Bu çok basit bir şey, ama ego anında kapıyı açmak için taşıdığımızı bırakmayı reddediyoruz. Tekrar tekrar, bunu gerçekten öğrenme şansı sunuluyor: Bir şeylere tutunamayız ve giremeyiz. Ne taşıdığımızı bırakmalı, kapıyı açmalı ve sonra sadece içeri getirmemiz gerekenleri almalıyız.
(It's such a simple thing, but in a moment of ego we refuse to put down what we carry in order to open the door. Time and time again, we are offered the chance to truly learn this: We cannot hold on to things and enter. We must put down what we carry, open the door, and then take up only what we need to bring inside.)
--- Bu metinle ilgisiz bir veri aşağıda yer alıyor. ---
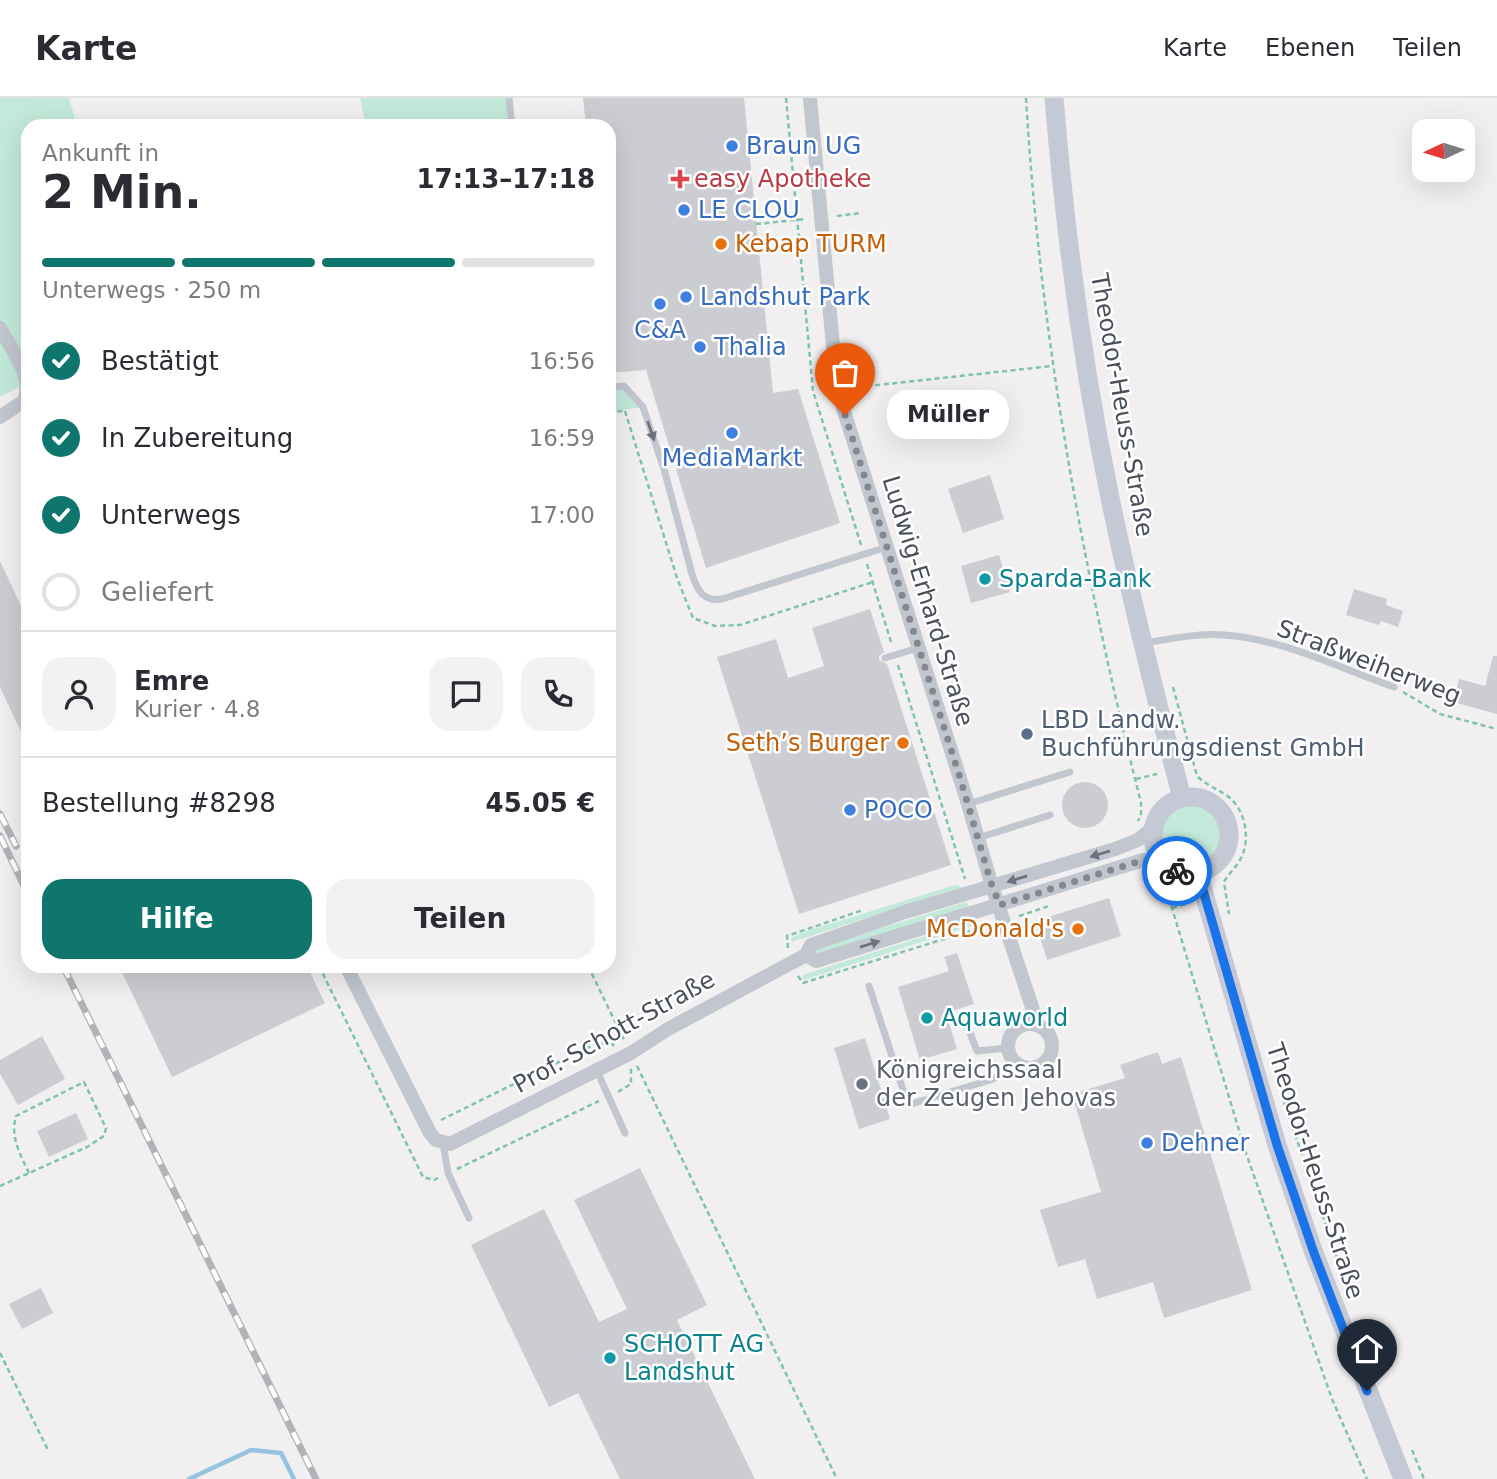 <!DOCTYPE html>
<html lang="de">
<head>
<meta charset="utf-8">
<style>
	body { margin:0; font-family:"DejaVu Sans",sans-serif; background:#f2f2f3; color:#2b2b33; height:100vh; display:flex; flex-direction:column; font-size:26px; white-space:nowrap }
	* { box-sizing:border-box; margin:0 }
	p { font-size:23px; color:#7c7c81 }
	.icon { flex:none; width:38px; height:38px; fill:none; stroke:currentColor; stroke-width:2; stroke-linecap:round; stroke-linejoin:round }
	.map { position:relative; flex:1; overflow:hidden }
	.panel { position:absolute; left:21px; top:21px; width:595px; height:854px; display:flex; flex-direction:column; background:#fff; border-radius:21px; box-shadow:0 7px 28px #0002 }
	.panel>* { flex:none }
	.needle { width:46px; rotate:266deg }
	.fabs { position:absolute; left:1412px; top:21px; display:grid; gap:14px }
	.fabs a { display:grid; place-items:center; width:63px; height:63px; border-radius:14px; background:#fff; box-shadow:0 7px 28px #0002; font-size:35px }
	.pin { position:absolute; display:grid; place-items:center; width:60px; height:60px; color:#fff; margin:-72px -30px; border-radius:50% 50% 50% 0; rotate:-45deg; box-shadow:0 0 7px #0007 }
	.pin .icon { rotate:45deg }
	.courier { position:absolute; display:grid; place-items:center; width:70px; height:70px; margin:-35px; border:5px solid #1a73e8; border-radius:50%; background:#fff; color:#222; box-shadow:0 2px 9px #0007 }
	.bubble { position:absolute; height:49px; border-radius:21px; background:#fff; box-shadow:0 7px 28px #0002; font-size:23px; font-weight:700; line-height:49px; text-align:center }
	.head em { font-style:normal; font-weight:700 }
	.head div { display:flex; flex-direction:column-reverse }
	.head { display:flex; align-items:center; justify-content:space-between; height:119px; padding:0 21px }
	h1 { font-size:46px; font-weight:700; line-height:52px }
	.bar { display:grid; grid-template-columns:repeat(4,1fr); gap:10px 7px; align-content:center; height:84px; padding:0 21px }
	.bar i { height:9px; border-radius:5px; background:#e1e1e2 }
	.bar .selected { background:#0f766e }
	.bar p { grid-column:span 4 }
	.line { display:flex; align-items:center; gap:18px; padding:0 21px; border-top:2px solid #e1e1e2 }
	.line div { flex:1 }
	.round { display:grid; place-items:center; flex:none; width:74px; height:74px; border-radius:21px; background:#f2f2f3 }
	ol { padding:0 21px; list-style:none }
	li { display:flex; align-items:center; gap:21px; height:77px }
	li p { margin-inline-start:auto }
	li .icon { padding:7px; border-radius:50%; background:#0f766e; color:#fff; stroke-width:4 }
	li:last-child { color:#7c7c81 }
	li i { width:38px; height:38px; border:4px solid #e1e1e2; border-radius:50% }
	.action { display:flex; gap:14px; margin-top:auto; padding:14px 21px }
	.action a { flex:1; height:80px; border-radius:21px; background:#0f766e; color:#fff; font-size:28px; font-weight:700; line-height:80px; text-align:center }
	.action a+a { background:#f2f2f3; color:#2b2b33 }
	header { display:flex; align-items:center; gap:42px; box-sizing:border-box; height:98px; padding:0 35px; background:#fff; border-bottom:2px solid #e1e1e2 }
	header strong { font-size:33px }
	nav { display:flex; gap:38px; margin-inline-start:auto; font-size:24px }
	.map>svg:first-child { display:block }
	.green { fill:#c2e9d9 }
	.lines { fill:none; stroke-linecap:round; stroke-linejoin:round }
	.stream { stroke:#95c3e1; stroke-width:4.5 }
	.building { fill:#cccdd3 }
	.path { stroke:#7fc3ae; stroke-width:2.5; stroke-dasharray:5 3.5; stroke-linecap:butt }
	.lane { stroke:#c1c6cf; stroke-width:7 }
	.street { stroke:#c1c6cf; stroke-width:14 }
	.secondary { stroke:#c4c9d5; stroke-width:19 }
	.rail-casing { stroke:#b2b3b8; stroke-width:7 }
	.rail { stroke:#fff; stroke-width:4.5; stroke-dasharray:13; stroke-linecap:butt }
	.oneway { fill:#6d737d }
	.done { stroke:#84878e; stroke-width:7; stroke-dasharray:0 12.6 }
	.route { stroke:#1a73e8; stroke-width:9 }
	.shop-dot { fill:#3f7fe0; stroke:#fff; stroke-width:2.5 }
	.health-dot { fill:#e0444e; stroke:#fff; stroke-width:2.5 }
	.food-dot { fill:#e8710a; stroke:#fff; stroke-width:2.5 }
	.culture-dot { fill:#0f9aa8; stroke:#fff; stroke-width:2.5 }
	.service-dot { fill:#5c6f8a; stroke:#fff; stroke-width:2.5 }
	.worship-dot { fill:#6b7280; stroke:#fff; stroke-width:2.5 }
	.labels { text-anchor:middle; stroke-width:5; stroke-linejoin:round; paint-order:stroke }
	.shop-label { font-size:24px; fill:#366cbe; stroke:#fff; text-anchor:start }
	.health-label { font-size:24px; fill:#be3a42; stroke:#fff; text-anchor:start }
	.food-label { font-size:24px; fill:#c56008; stroke:#fff; text-anchor:end }
	.street-label { font-size:24px; fill:#494f5a; stroke:#fff }
	.culture-label { font-size:24px; fill:#0d838f; stroke:#fff; text-anchor:start }
	.service-label { font-size:24px; fill:#4e5e75; stroke:#fff; text-anchor:start }
	.worship-label { font-size:24px; fill:#5b616d; stroke:#fff; text-anchor:start }
</style>
</head>
<body>
<header>
<strong>Karte</strong>
<nav><a>Karte</a><a>Ebenen</a><a>Teilen</a></nav>
</header>
<div class="map">
<svg width="1497" height="1381" viewBox="0 0 1497 1381">
	<rect width="100%" height="100%" fill="#f1efef"/>
	<g class="green">
		<path d="M0 0H69L77 28H28V284L0 299Z"/>
		<path d="M360 0H509L512 28H366Z"/>
		<path d="M624 288 643 309 609 314V289Z"/>
		<circle cx="1190" cy="738" r="30"/>
		<path d="M955 787 964 790 956 796 949 793 792 844 791 840 804 834Z"/>
		<path d="M966 804 969 808 959 813 815 857 816 850Z"/>
		<path d="M963 822H974L971 828 804 882 802 877 960 827Z"/>
	</g>
	<g class="lines">
		<path class="stream" d="M189 1381 251 1352 281 1355 294 1381"/>
	</g>
	<g class="building">
		<path d="M583 0H744L773 295 798 291 840 425 706 470 646 272 609 275V28H586Z"/>
		<path d="M990 377 1004 421 963 435 948 391Z"/>
		<path d="M999 457 1010 494 971 505 961 468Z"/>
		<path d="M0 463 28 523V649L0 589Z"/>
		<path d="M1354 491 1387 501 1386 507 1403 513 1398 529 1381 523 1379 527 1346 517Z"/>
		<path d="M870 511 884 554 879 558V562L887 566 951 767 799 816 717 559 776 541 788 580 824 568 812 530Z"/>
		<path d="M1493 558H1497V616L1453 604 1459 581 1485 588Z"/>
		<circle cx="1085" cy="707" r="23"/>
		<path d="M1109 800 1121 838 1047 862 1035 823Z"/>
		<path d="M957 855 974 906 946 915 957 951 920 962 898 889 949 873 944 859Z"/>
		<path d="M119 868H307L325 905 172 979Z"/>
		<path d="M42 938 65 981 18 1007 0 976V962Z"/>
		<path d="M865 940 890 1021 859 1031 834 950Z"/>
		<path d="M1158 954 1162 966 1181 959 1252 1192 1164 1220 1153 1184 1097 1201 1085 1161 1058 1169 1040 1112 1101 1094 1072 996 1125 980 1120 967Z"/>
		<path d="M76 1015 88 1041 49 1059 37 1033Z"/>
		<path d="M640 1070 707 1207 677 1222 755 1381H620L578 1295 549 1309 471 1147 544 1111 599 1224 627 1211 574 1102Z"/>
		<path d="M41 1190 53 1215 22 1231 9 1206Z"/>
	</g>
	<g class="lines">
		<g class="path">
			<path d="M786 0 813 293 861 447"/>
			<path d="M1026 0C1040 238 1083 474 1141 705V717L1138 723"/>
			<path d="M837 118 861 115"/>
			<path d="M756 126 806 121"/>
			<path d="M850 290 1052 268"/>
			<path d="M625 313 677 480 693 520 715 528 740 527 873 484"/>
			<path d="M609 315 623 313"/>
			<path d="M867 466 892 547"/>
			<path d="M898 567 965 781"/>
			<path d="M1173 589 1197 678C1207 688 1220 692 1230 700 1246 714 1251 743 1240 762 1236 770 1228 776 1224 784L1229 816"/>
			<path d="M1403 594 1440 616 1497 631"/>
			<path d="M1136 681 1157 676"/>
			<path d="M1156 778 1166 792 1172 810 1245 1052 1332 1301 1367 1381"/>
			<path d="M1172 810 1189 805"/>
			<path d="M1019 818 1049 808"/>
			<path d="M788 850 787 838 863 812"/>
			<path d="M319 868 423 1079 434 1082 438 1080"/>
			<path d="M588 868 625 944"/>
			<path d="M798 878 803 885 989 827"/>
			<path d="M637 968 837 1381"/>
			<path d="M618 994 631 986V969"/>
			<path d="M1284 1004 1346 1186"/>
			<path d="M441 1022 597 945H610L615 948"/>
			<path d="M457 1071 599 1003"/>
			<path d="M0 1088 87 1049 104 1038 106 1030 84 984 16 1018C10 1039 20 1056 29 1075"/>
			<path d="M0 1255 49 1354"/>
			<path d="M1412 1352 1424 1381"/>
		</g>
		<g class="lane">
			<path d="M509 0 512 28"/>
			<path d="M609 289 624 288 643 309 664 371 692 476C697 492 703 504 722 501L887 449"/>
			<path d="M1144 545C1170 541 1198 535 1224 537 1283 541 1339 570 1394 589"/>
			<path d="M885 560 918 550"/>
			<path d="M968 706 1070 674"/>
			<path d="M978 740 1050 717"/>
			<path d="M869 888 908 1007 993 981 1018 967"/>
			<path d="M967 927 977 953 1008 950"/>
			<path d="M597 973 625 1035"/>
			<path d="M443 1045 448 1075 469 1120"/>
		</g>
		<g class="street">
			<path d="M810 0 837 291 968 706 992 788 1033 912 1026 926"/>
			<path d="M0 230C11 251 34 278 24 303L0 319"/>
			<path d="M806 857 816 863 1143 762 1163 763"/>
			<path d="M346 868 430 1035 436 1042 450 1046 631 955 668 931 806 857 811 847 905 814 1115 751 1138 742 1154 729"/>
			<circle cx="1030" cy="948" r="22"/>
		</g>
		<g class="secondary">
			<path d="M1054 0C1065 134 1083 269 1110 400 1131 501 1156 601 1182 700"/>
			<circle cx="1191" cy="737" r="38"/>
			<path d="M1198 775 1277 1047 1314 1155 1403 1381"/>
		</g>
		<defs>
			<g id="rail">
				<path d="M0 716 16 748"/>
				<path d="M0 738 28 796"/>
				<path d="M63 868 316 1381"/>
			</g>
		</defs>
		<use href="#rail" class="rail-casing"/>
		<use href="#rail" class="rail"/>
	</g>
	<defs><path id="oneway-solid" d="M-6-.8H1V-3.2L6.5 0L1 3.2V.8H-6Z" transform="scale(1.75)"/></defs>
	<g class="oneway">
		<use href="#oneway-solid" transform="translate(651 333) rotate(71)"/>
		<use href="#oneway-solid" transform="translate(1100 756) rotate(163)"/>
		<use href="#oneway-solid" transform="translate(1017 781) rotate(163)"/>
		<use href="#oneway-solid" transform="translate(870 846) rotate(-17)"/>
	</g>
	<g class="lines">
		<path class="done" d="M845 317 961 683 992 788 1000 807 1143 762 1163 763 1177 773"/>
		<path class="route" d="M1177 773 1198 775 1277 1047 1314 1155 1367 1293"/>
	</g>
	<g class="shop-dot">
		<circle cx="732" cy="48" r="7"/>
		<circle cx="684" cy="112" r="7"/>
		<circle cx="686" cy="199" r="7"/>
		<circle cx="660" cy="206" r="7"/>
		<circle cx="700" cy="249" r="7"/>
		<circle cx="732" cy="335" r="7"/>
		<circle cx="850" cy="712" r="7"/>
		<circle cx="1147" cy="1045" r="7"/>
	</g>
	<path class="health-dot" d="M676.5 70.5h7v7h7v7h-7v7h-7v-7h-7v-7h7z"/>
	<g class="food-dot">
		<circle cx="721" cy="146" r="7"/>
		<circle cx="903" cy="645" r="7"/>
		<circle cx="1078" cy="831" r="7"/>
	</g>
	<g class="culture-dot">
		<circle cx="985" cy="481" r="7"/>
		<circle cx="927" cy="920" r="7"/>
		<circle cx="610" cy="1260" r="7"/>
	</g>
	<circle class="service-dot" cx="1027" cy="636" r="7"/>
	<circle class="worship-dot" cx="862" cy="986" r="7"/>
	<g class="labels">
		<g class="shop-label">
			<text x="746" y="56">Braun UG</text>
			<text x="698" y="120">LE CLOU</text>
			<text x="700" y="207">Landshut Park</text>
			<text x="660" y="240" text-anchor="middle">C&amp;A</text>
			<text x="714" y="257">Thalia</text>
			<text x="732" y="368" text-anchor="middle">MediaMarkt</text>
			<text x="864" y="720">POCO</text>
			<text x="1161" y="1053">Dehner</text>
		</g>
		<g class="health-label">
			<text x="694" y="89">easy Apotheke</text>
		</g>
		<g class="food-label">
			<text x="735" y="154" text-anchor="start">Kebap TURM</text>
			<text x="889" y="653">Seth’s Burger</text>
			<text x="1064" y="839">McDonald's</text>
		</g>
		<g class="street-label">
			<text transform="translate(1122 307) rotate(80)" y="8">Theodor-Heuss-Straße</text>
			<text transform="translate(928 503) rotate(73)" y="8">Ludwig-Erhard-Straße</text>
			<text transform="translate(1369 564) rotate(21)" y="8">Straßweiherweg</text>
			<text transform="translate(614 934) rotate(-29)" y="8">Prof.-Schott-Straße</text>
			<text transform="translate(1315 1073) rotate(72)" y="8">Theodor-Heuss-Straße</text>
		</g>
		<g class="culture-label">
			<text x="999" y="489">Sparda-Bank</text>
			<text x="941" y="928">Aquaworld</text>
			<text x="624" y="1254">SCHOTT AG<tspan x="624" dy="28">Landshut</tspan></text>
		</g>
		<g class="service-label">
			<text x="1041" y="630">LBD Landw.<tspan x="1041" dy="28">Buchführungsdienst GmbH</tspan></text>
		</g>
		<g class="worship-label">
			<text x="876" y="980">Königreichssaal<tspan x="876" dy="28">der Zeugen Jehovas</tspan></text>
		</g>
	</g>
</svg>
<div class="fabs">
<a><svg class="needle" viewBox="-14 -14 28 28"><path d="M0-13l5 13h-10z" fill="#e53935"/><path d="M0 13l5-13h-10z" fill="#7c7c81"/></svg></a>
</div>
<div class="pin" style="left:845px;top:317px;background:#ea580c"><svg class="icon" aria-label="bag" viewBox="0 0 24 24"><path d="M5 8h14l-1 12H6zM9 8a3 3 0 0 1 6 0"/></svg></div>
<div class="pin" style="left:1367px;top:1293px;background:#1f2937"><svg class="icon" aria-label="home" viewBox="0 0 24 24"><path d="M3 11l9-7 9 7M6 9v11h12V9"/></svg></div>
<div class="courier" style="left:1177px;top:773px"><svg class="icon" aria-label="bike" viewBox="0 0 24 24"><circle cx="6" cy="16" r="4"/><circle cx="18" cy="16" r="4"/><path d="M6 16l4-8h5l3 8M10 8l3 8H6M13 5h3"/></svg></div>
<div class="bubble" style="left:887px;top:292px;width:122px">Müller</div>
<section class="panel">
<div class="head"><div><h1>2 Min.</h1><p>Ankunft in</p></div><em>17:13–17:18</em></div>
<div class="bar"><i class="selected"></i><i class="selected"></i><i class="selected"></i><i></i><p>Unterwegs · 250 m</p></div>
<ol>
<li><svg class="icon" aria-label="check" viewBox="0 0 24 24"><path d="M5 12l5 5 9-10"/></svg>Bestätigt<p>16:56</p></li>
<li><svg class="icon" aria-label="check" viewBox="0 0 24 24"><path d="M5 12l5 5 9-10"/></svg>In Zubereitung<p>16:59</p></li>
<li><svg class="icon" aria-label="check" viewBox="0 0 24 24"><path d="M5 12l5 5 9-10"/></svg>Unterwegs<p>17:00</p></li>
<li><i></i>Geliefert</li>
</ol>
<div class="line" style="height:126px"><a class="round"><svg class="icon" aria-label="person" viewBox="0 0 24 24"><circle cx="12" cy="8" r="4"/><path d="M4 21q1-7 8-7t8 7"/></svg></a><div><b>Emre</b><p>Kurier · 4.8</p></div><a class="round"><svg class="icon" aria-label="chat" viewBox="0 0 24 24"><path d="M4 5h16v11H9l-5 4z"/></svg></a><a class="round"><svg class="icon" aria-label="phone" viewBox="0 0 24 24"><path d="M5 4h4l2 5-3 2q2 4 5 5l2-3 5 2v4C11 20 4 13 5 4z"/></svg></a></div>
<div class="line" style="height:91px"><div>Bestellung #8298</div><b>45.05 €</b></div>
<div class="action"><a>Hilfe</a><a>Teilen</a></div>
</section>
</div>
</body>
</html>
Alıntı, yüklerimizin yeni fırsatları benimsemesine izin vermenin önemini vurgular. Egomuza ve taşıdığımız şeylere yapışma eğilimini yansıtır, bu da yeni deneyimlere veya alanlara girmemizi engelleyebilir. Bu ağırlıkları bırakmayı reddederek, kendi ilerlememizi ve büyümemizi yanlışlıkla engelliyoruz. Bir kapı açma eylemi, yeni olasılıkları karşılama anlamına gelir, ancak bu artık gerekli olmayanları serbest bırakma isteğini gerektirir.
NEPO, zihinlerimizi ve yaşamlarımızı dışlamanın önemini fark ettiğimizde gerçek öğrenme ve büyümenin meydana geldiğini ileri sürmektedir. Artık ihtiyacımız olanı bırakarak, yeni yaşam aşamalarına özgürce girebiliriz. İçeri girdikten sonra, sadece yolculuğumuz için gerekli olanı düşünceli bir şekilde ele alabilir, seçimlerimizdeki farkındalık ve niyet ihtiyacını vurgulayabiliriz. Bu süreç, şimdiki zamana daha iyi katılmamızı ve gerçek arzu ve ihtiyaçlarımıza uyum sağlamamızı sağlar.